__DATA PROVIDED__:
%%

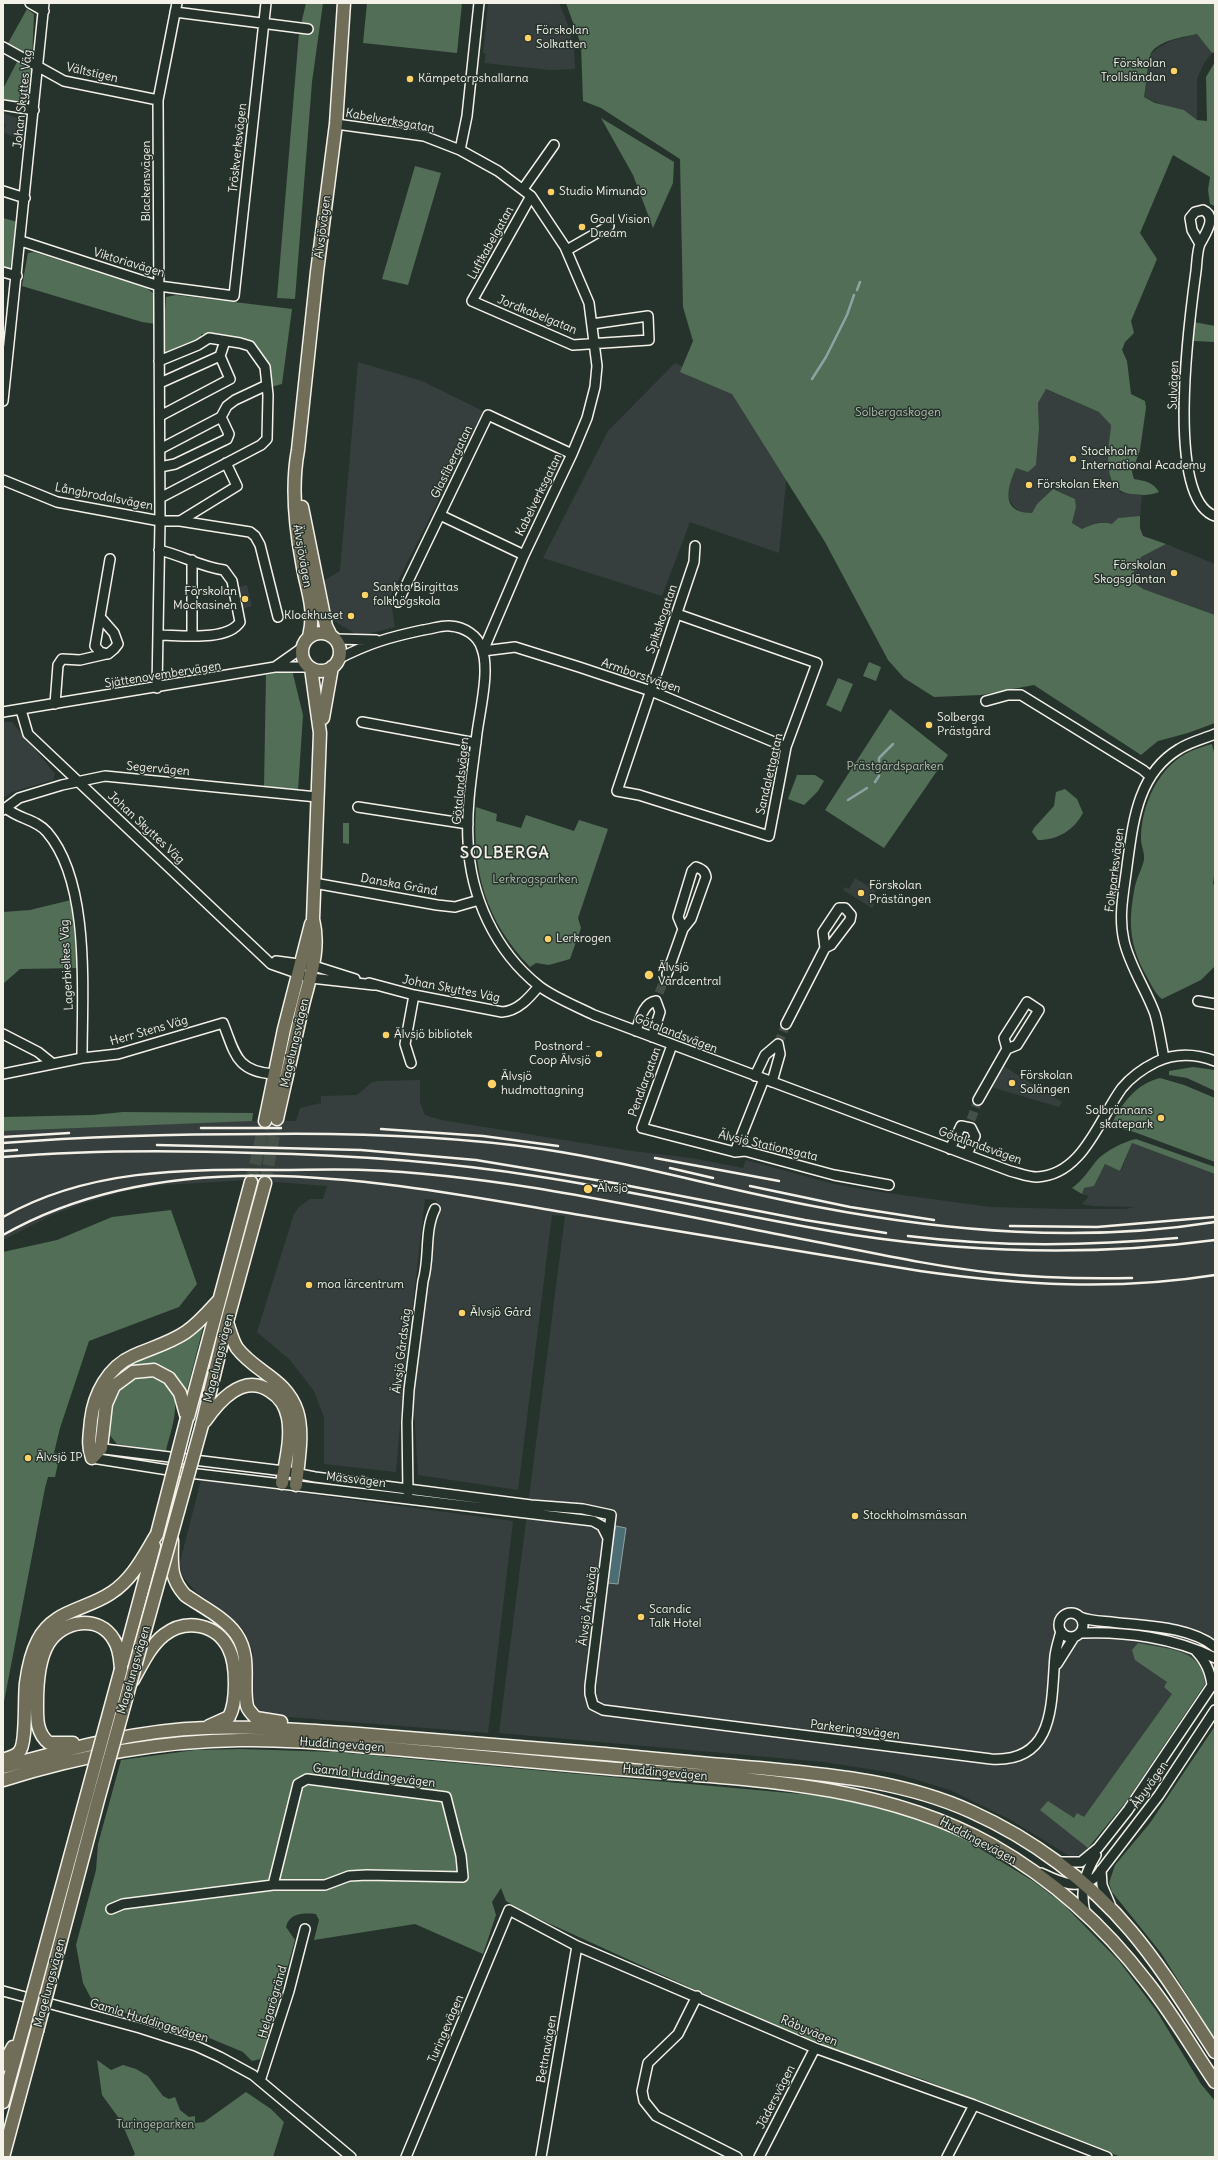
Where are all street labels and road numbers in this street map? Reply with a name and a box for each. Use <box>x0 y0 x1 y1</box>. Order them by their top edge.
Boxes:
street label: Johan Skyttes Väg <box>11 49 35 149</box>
street label: Vältstigen <box>65 60 119 86</box>
street label: Tröskverksvägen <box>226 102 250 194</box>
street label: Kabelverksgatan <box>344 106 436 136</box>
street label: Blackensvägen <box>140 140 154 222</box>
street label: Älvsjövägen <box>312 194 334 260</box>
street label: Luftkabelgatan <box>465 204 517 282</box>
street label: Viktoriavägen <box>91 245 167 281</box>
street label: Jordkabelgatan <box>495 292 579 338</box>
street label: Sulvägen <box>1166 360 1182 410</box>
street label: Glasfibergatan <box>428 423 476 501</box>
street label: Kabelverksgatan <box>513 451 565 539</box>
street label: Långbrodalsvägen <box>54 480 154 514</box>
street label: Älvsjövägen <box>289 523 315 589</box>
street label: Spikskogatan <box>643 583 681 655</box>
street label: Armborstvägen <box>599 656 683 696</box>
street label: Sjättenovembervägen <box>104 659 222 691</box>
street label: Sandalettgatan <box>754 732 786 816</box>
street label: Götalandsvägen <box>450 737 472 825</box>
street label: Segervägen <box>126 759 190 779</box>
street label: Johan Skyttes Väg <box>105 789 187 867</box>
street label: Folkparksvägen <box>1103 827 1127 913</box>
street label: Danska Gränd <box>359 871 439 899</box>
street label: Lagerbielkes Väg <box>57 919 77 1011</box>
street label: Johan Skyttes Väg <box>401 972 501 1006</box>
street label: Magelungsvägen <box>278 997 312 1089</box>
street label: Götalandsvägen <box>632 1012 720 1056</box>
street label: Herr Stens Väg <box>108 1013 190 1049</box>
street label: Pendlargatan <box>626 1045 664 1119</box>
street label: Götalandsvägen <box>936 1124 1024 1168</box>
street label: Älvsjö Stationsgata <box>717 1128 819 1164</box>
street label: Älvsjö Gårdsväg <box>390 1307 414 1395</box>
street label: Magelungsvägen <box>201 1312 237 1404</box>
street label: Mässvägen <box>325 1469 387 1491</box>
street label: Älvsjö Ängsväg <box>576 1565 600 1647</box>
street label: Magelungsvägen <box>115 1624 153 1716</box>
street label: Parkeringsvägen <box>809 1717 901 1743</box>
street label: Huddingevägen <box>299 1735 385 1755</box>
street label: Åbyvägen <box>1129 1759 1171 1811</box>
street label: Gamla Huddingevägen <box>312 1761 436 1791</box>
street label: Huddingevägen <box>622 1762 708 1784</box>
street label: Huddingevägen <box>937 1815 1019 1867</box>
street label: Magelungsvägen <box>31 1937 69 2029</box>
street label: Helgarögränd <box>256 1964 290 2040</box>
street label: Turingevägen <box>425 1993 467 2065</box>
street label: Gamla Huddingevägen <box>88 1996 210 2046</box>
street label: Råbyvägen <box>778 2013 840 2049</box>
street label: Bettnavägen <box>534 2014 560 2084</box>
street label: Jädersvägen <box>754 2063 798 2131</box>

%%

__TASK ITEM__: Reading through the records above, report each line in which the string "Gamla" is found.

__SOLUTION TO THE EXERCISE__:
street label: Gamla Huddingevägen <box>312 1761 436 1791</box>
street label: Gamla Huddingevägen <box>88 1996 210 2046</box>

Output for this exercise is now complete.